All of lore.kernel.org
 help / color / mirror / Atom feed
* [PATCH] block: fix -EAGAIN IOPOLL task/vm accounting
@ 2020-08-29 16:51 Jens Axboe
  2020-08-30  6:26 ` Christoph Hellwig
  0 siblings, 1 reply; 10+ messages in thread
From: Jens Axboe @ 2020-08-29 16:51 UTC (permalink / raw)
  To: linux-block

We currently increment the task/vm counts when we first attempt to queue a
bio. But this isn't necessarily correct - if the request allocation fails
with -EAGAIN, for example, and the caller retries, then we'll over-account
by as many retries as are done.

This can happen for polled IO, where we cannot wait for requests. Hence
retries can get aggressive, if we're running out of requests. If this
happens, then watching the IO rates in vmstat are incorrect as they count
every issue attempt as successful and hence the stats are inflated by
quite a lot potentially.

Add a bio flag to know if we've done accounting or not. This prevents
the same bio from being accounted potentially many times, when retried.
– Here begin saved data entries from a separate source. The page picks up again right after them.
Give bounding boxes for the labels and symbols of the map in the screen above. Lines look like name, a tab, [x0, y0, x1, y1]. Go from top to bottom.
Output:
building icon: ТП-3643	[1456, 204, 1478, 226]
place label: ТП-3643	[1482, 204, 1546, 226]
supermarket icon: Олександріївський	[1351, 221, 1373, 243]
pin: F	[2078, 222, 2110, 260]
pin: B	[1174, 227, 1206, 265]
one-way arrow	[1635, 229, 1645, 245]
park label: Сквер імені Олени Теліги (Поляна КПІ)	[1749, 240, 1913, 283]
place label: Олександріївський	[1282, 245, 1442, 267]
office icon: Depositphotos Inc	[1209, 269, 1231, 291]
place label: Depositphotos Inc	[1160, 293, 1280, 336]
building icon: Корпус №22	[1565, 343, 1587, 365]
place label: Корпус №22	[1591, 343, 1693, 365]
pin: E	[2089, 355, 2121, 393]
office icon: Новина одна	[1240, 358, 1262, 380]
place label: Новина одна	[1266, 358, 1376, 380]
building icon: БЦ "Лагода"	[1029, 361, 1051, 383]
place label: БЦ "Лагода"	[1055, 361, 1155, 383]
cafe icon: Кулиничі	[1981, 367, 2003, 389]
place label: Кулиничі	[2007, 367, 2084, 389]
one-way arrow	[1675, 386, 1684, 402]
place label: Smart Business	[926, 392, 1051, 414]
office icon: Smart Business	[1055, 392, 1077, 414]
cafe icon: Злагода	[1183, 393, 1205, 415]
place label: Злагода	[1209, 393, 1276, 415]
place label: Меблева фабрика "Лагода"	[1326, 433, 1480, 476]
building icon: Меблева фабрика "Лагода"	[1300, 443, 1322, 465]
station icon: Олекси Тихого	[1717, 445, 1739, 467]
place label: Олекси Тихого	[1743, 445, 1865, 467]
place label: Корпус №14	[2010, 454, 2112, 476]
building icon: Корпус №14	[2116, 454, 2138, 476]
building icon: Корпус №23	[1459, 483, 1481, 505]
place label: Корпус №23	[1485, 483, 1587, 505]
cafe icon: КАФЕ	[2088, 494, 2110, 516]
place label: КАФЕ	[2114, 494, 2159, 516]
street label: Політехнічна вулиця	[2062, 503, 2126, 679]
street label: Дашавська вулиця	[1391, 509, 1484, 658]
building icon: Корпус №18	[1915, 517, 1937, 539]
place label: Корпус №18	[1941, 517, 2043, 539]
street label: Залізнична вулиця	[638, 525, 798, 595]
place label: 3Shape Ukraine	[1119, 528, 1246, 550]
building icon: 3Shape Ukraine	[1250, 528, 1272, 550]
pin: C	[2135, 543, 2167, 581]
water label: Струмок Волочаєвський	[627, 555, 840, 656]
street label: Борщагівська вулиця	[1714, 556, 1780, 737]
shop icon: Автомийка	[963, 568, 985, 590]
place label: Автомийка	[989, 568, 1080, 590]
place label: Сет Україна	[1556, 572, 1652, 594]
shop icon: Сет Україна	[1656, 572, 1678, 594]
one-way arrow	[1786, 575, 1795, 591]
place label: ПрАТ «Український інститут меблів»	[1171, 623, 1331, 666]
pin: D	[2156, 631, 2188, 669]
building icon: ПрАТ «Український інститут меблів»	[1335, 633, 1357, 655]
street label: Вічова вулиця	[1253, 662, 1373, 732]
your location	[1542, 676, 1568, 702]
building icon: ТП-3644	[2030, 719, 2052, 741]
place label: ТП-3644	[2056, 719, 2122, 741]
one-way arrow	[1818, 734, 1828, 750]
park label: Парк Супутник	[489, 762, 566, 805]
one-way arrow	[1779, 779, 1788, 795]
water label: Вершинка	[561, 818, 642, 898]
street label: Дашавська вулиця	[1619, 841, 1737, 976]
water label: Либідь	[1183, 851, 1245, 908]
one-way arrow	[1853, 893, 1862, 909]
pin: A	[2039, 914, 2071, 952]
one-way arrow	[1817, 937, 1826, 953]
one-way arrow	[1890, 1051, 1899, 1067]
Signed-off-by: Jens Axboe <axboe@kernel.dk>

---

diff --git a/block/blk-core.c b/block/blk-core.c
index d9d632639bd1..ff562a8cd9c9 100644
--- a/block/blk-core.c
+++ b/block/blk-core.c
@@ -1236,7 +1236,7 @@ blk_qc_t submit_bio(struct bio *bio)
 	 * If it's a regular read/write or a barrier with data attached,
 	 * go through the normal accounting stuff before submission.
 	 */
-	if (bio_has_data(bio)) {
+	if (bio_has_data(bio) && !bio_flagged(bio, BIO_ACCOUNTED)) {
 		unsigned int count;
 
 		if (unlikely(bio_op(bio) == REQ_OP_WRITE_SAME))
@@ -1259,6 +1259,7 @@ blk_qc_t submit_bio(struct bio *bio)
 				(unsigned long long)bio->bi_iter.bi_sector,
 				bio_devname(bio, b), count);
 		}
+		bio_set_flag(bio, BIO_ACCOUNTED);
 	}
 
 	/*
diff --git a/include/linux/blk_types.h b/include/linux/blk_types.h
index 63a39e47fc60..39bcc9326c7a 100644
--- a/include/linux/blk_types.h
+++ b/include/linux/blk_types.h
@@ -266,6 +266,7 @@ enum {
 				 * of this bio. */
 	BIO_CGROUP_ACCT,	/* has been accounted to a cgroup */
 	BIO_TRACKED,		/* set if bio goes through the rq_qos path */
+	BIO_ACCOUNTED,		/* task/vm stats have been done */
 	BIO_FLAG_LAST
 };
 
-- 
Jens Axboe


^ permalink raw reply related	[flat|nested] 10+ messages in thread

* Re: [PATCH] block: fix -EAGAIN IOPOLL task/vm accounting
  2020-08-29 16:51 [PATCH] block: fix -EAGAIN IOPOLL task/vm accounting Jens Axboe
@ 2020-08-30  6:26 ` Christoph Hellwig
  2020-08-30 15:09   ` Jens Axboe
  0 siblings, 1 reply; 10+ messages in thread
From: Christoph Hellwig @ 2020-08-30  6:26 UTC (permalink / raw)
  To: Jens Axboe; +Cc: linux-block

On Sat, Aug 29, 2020 at 10:51:11AM -0600, Jens Axboe wrote:
> We currently increment the task/vm counts when we first attempt to queue a
> bio. But this isn't necessarily correct - if the request allocation fails
> with -EAGAIN, for example, and the caller retries, then we'll over-account
> by as many retries as are done.
> 
> This can happen for polled IO, where we cannot wait for requests. Hence
> retries can get aggressive, if we're running out of requests. If this
> happens, then watching the IO rates in vmstat are incorrect as they count
> every issue attempt as successful and hence the stats are inflated by
> quite a lot potentially.
> 
> Add a bio flag to know if we've done accounting or not. This prevents
> the same bio from being accounted potentially many times, when retried.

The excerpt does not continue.